Fisher directed this one, and from the beginning, he has to wrestle his way past the mountain of exposition that pretty much constitutes the film’s running time. In that endeavor, he leans completely on Lee, who spells out each and every Satanic trope (and the various means to combat them) like the consummate pro that he is. The old cliché about being happy to watch a great actor read the phone book for two hours has never been more apt. We basically get a rundown of half-baked pseudo-occult tidbits from start to finish, but in Lee’s hands, we can’t take our eyes away.
The screenplay, written by the legendary Richard Matheson, ensures that he never has to stumble over his lines, and just when we think the film has gone off the rails, Fisher steps to the forefront and gives it a swift kick in the ass. Every fifteen minutes or so, he arranges for a little scare: something quickly created and quite cheap by today’s standards, but which carries a weird power to unsettle us just when we think we’re above it all. It’s a deceptively simple-looking trick, one that Fisher deployed time and again for his bevvy of Hammer classics. Here, it serves to rope-a-dope us a little bit, and while it doesn’t upend the overall campiness, it takes us by surprise just often enough to still the laughter in our throats.

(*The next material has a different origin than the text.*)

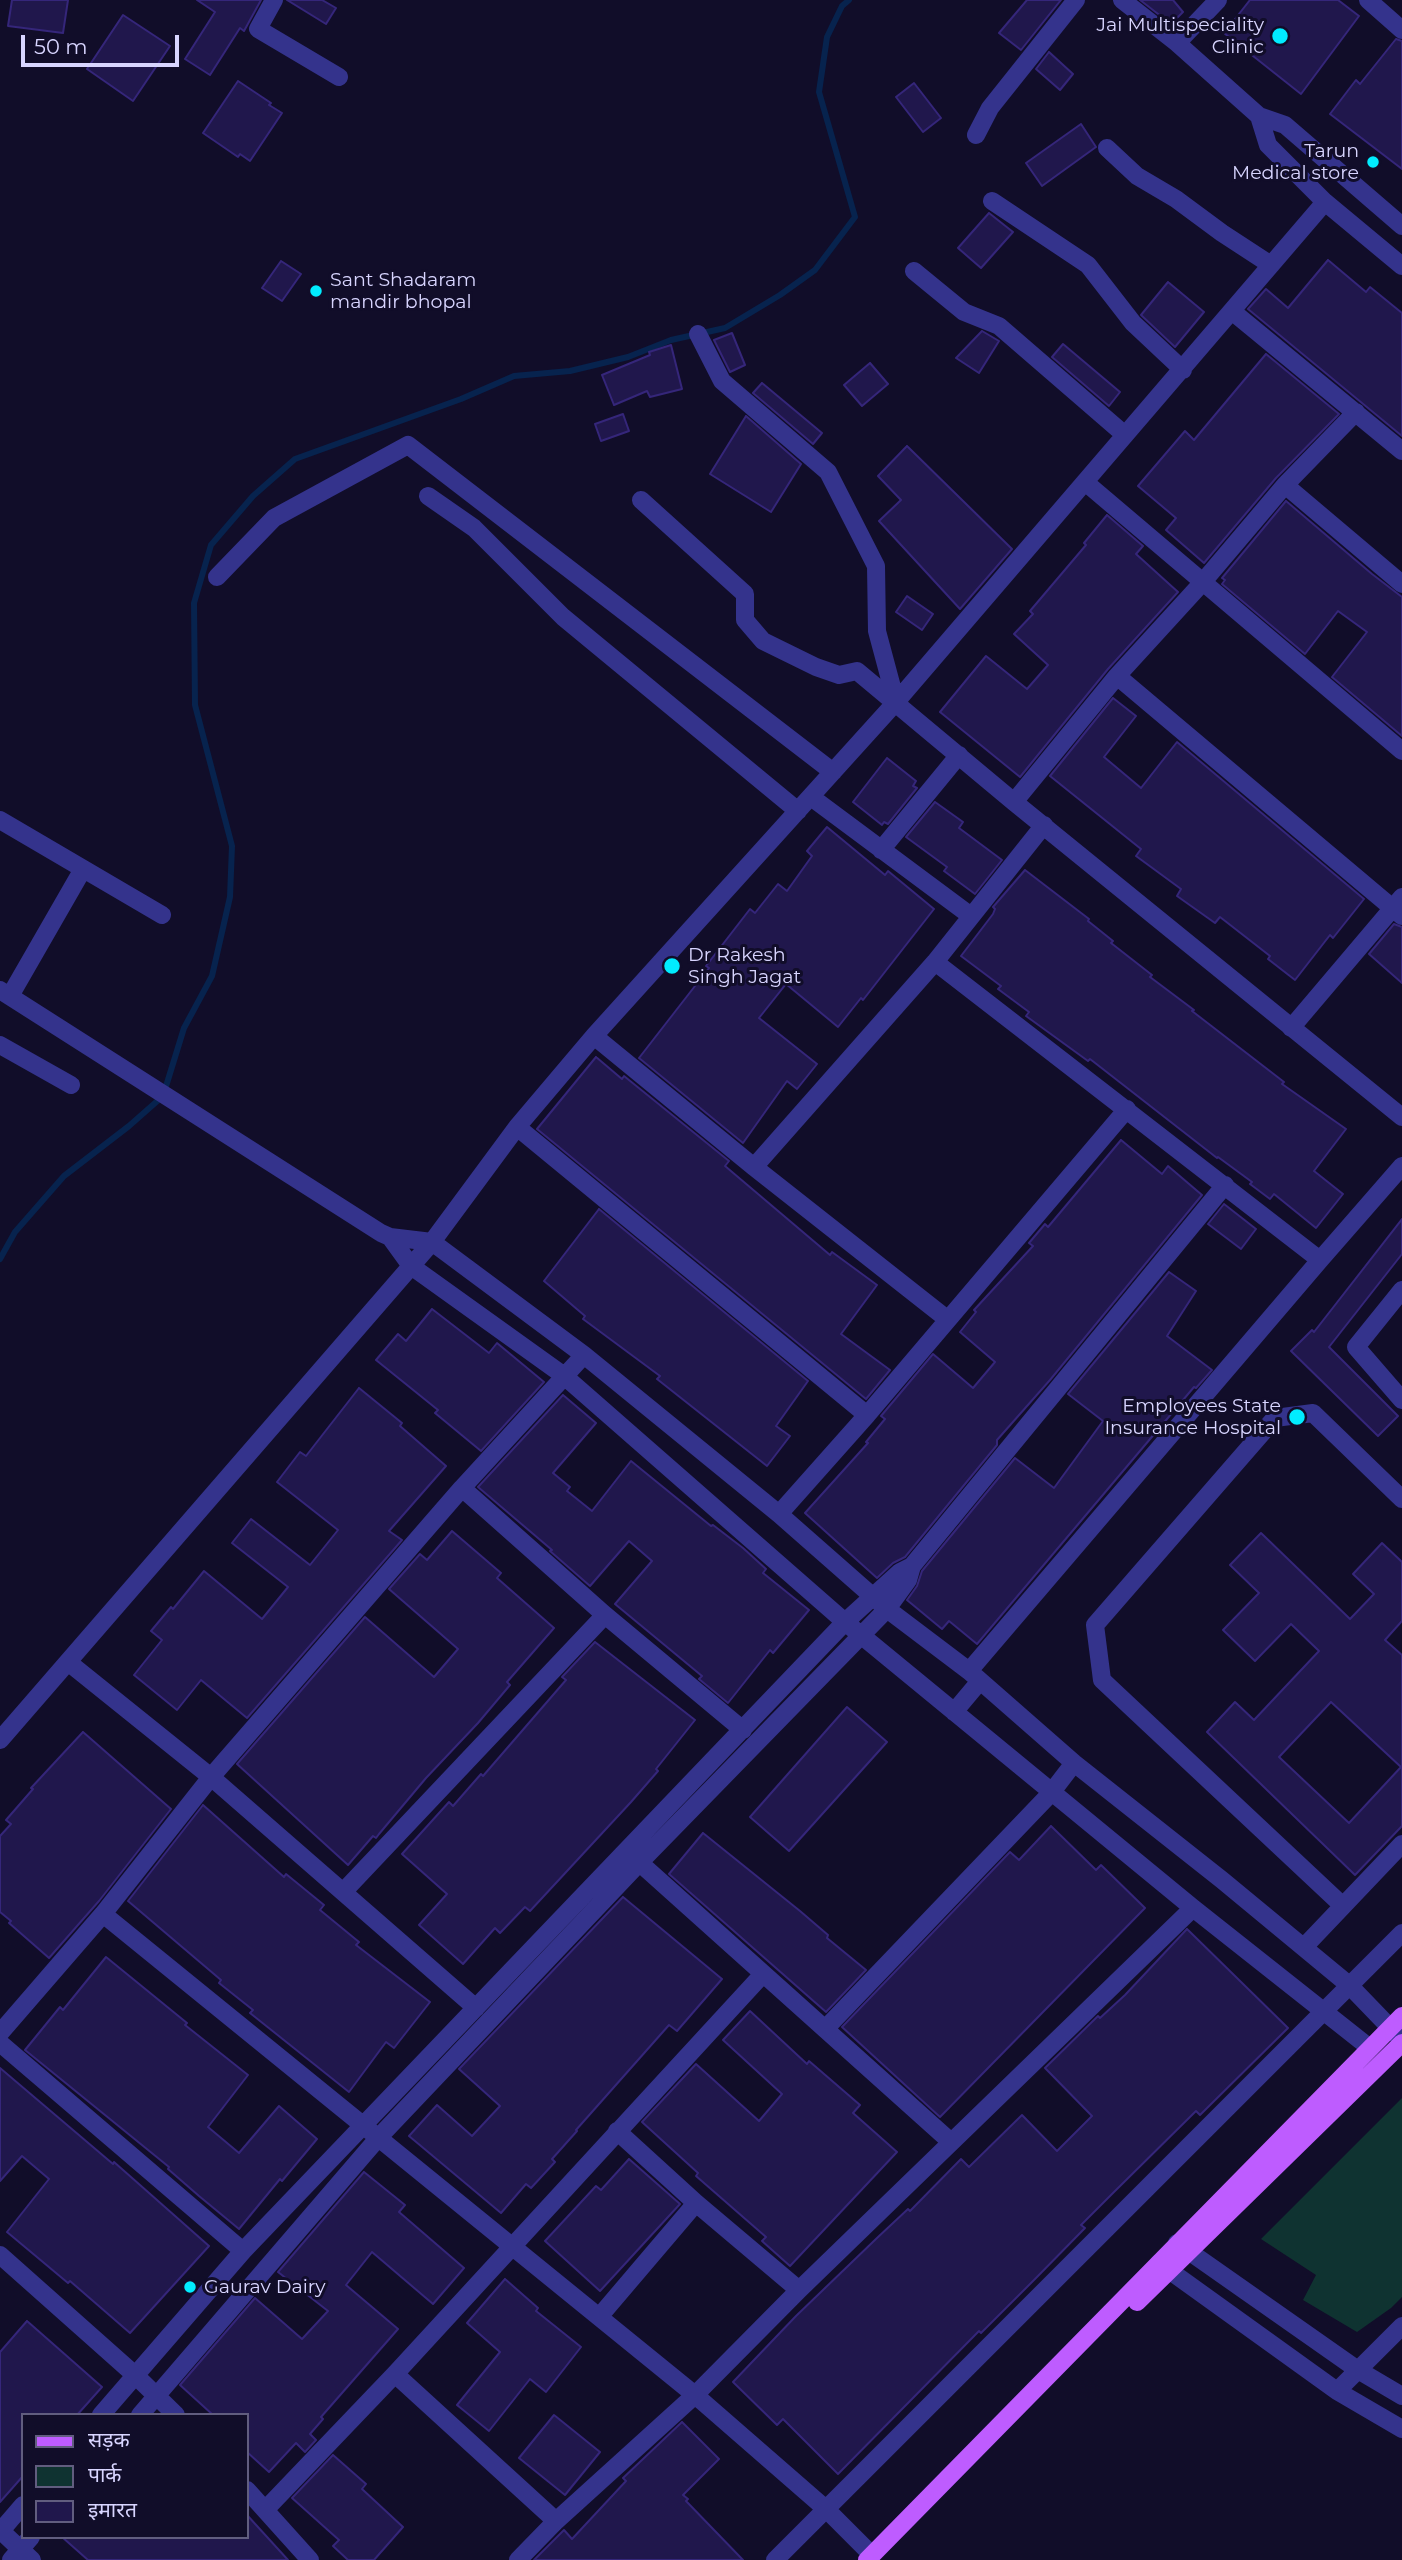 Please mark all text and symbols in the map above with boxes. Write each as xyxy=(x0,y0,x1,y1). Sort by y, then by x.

The Devil Rides Out benefitted from some exquisite timing, beginning production around the time the novel Rosemary’s Baby was published and hitting theaters just a few weeks after Roman Polanski’s masterpiece of an adaptation was taking the genre by storm. Truth be told, it didn’t need such a boost. It works in the same vein as all of Hammer’s best films: aware of its ridiculous side and embracing it rather than trying to deny it. The result make for plenty of camp fun, to be sure, but they also add some genuine scares to the mix, summoned on a microscopic budget and depending on Lee’s irrepressible ace in the hole to see the whole thing through. Hammer has been better on occasion, but rarely with such potentially disastrous material and never with the confidence and verve it exhibits here. Satanic movies are a pretty silly lot, a handful of exceptions notwithstanding. The Devil Rides Out agrees wholeheartedly with that estimation… and then swiftly proves that “silly” and “scary” aren’t necessarily mutually exclusive terms.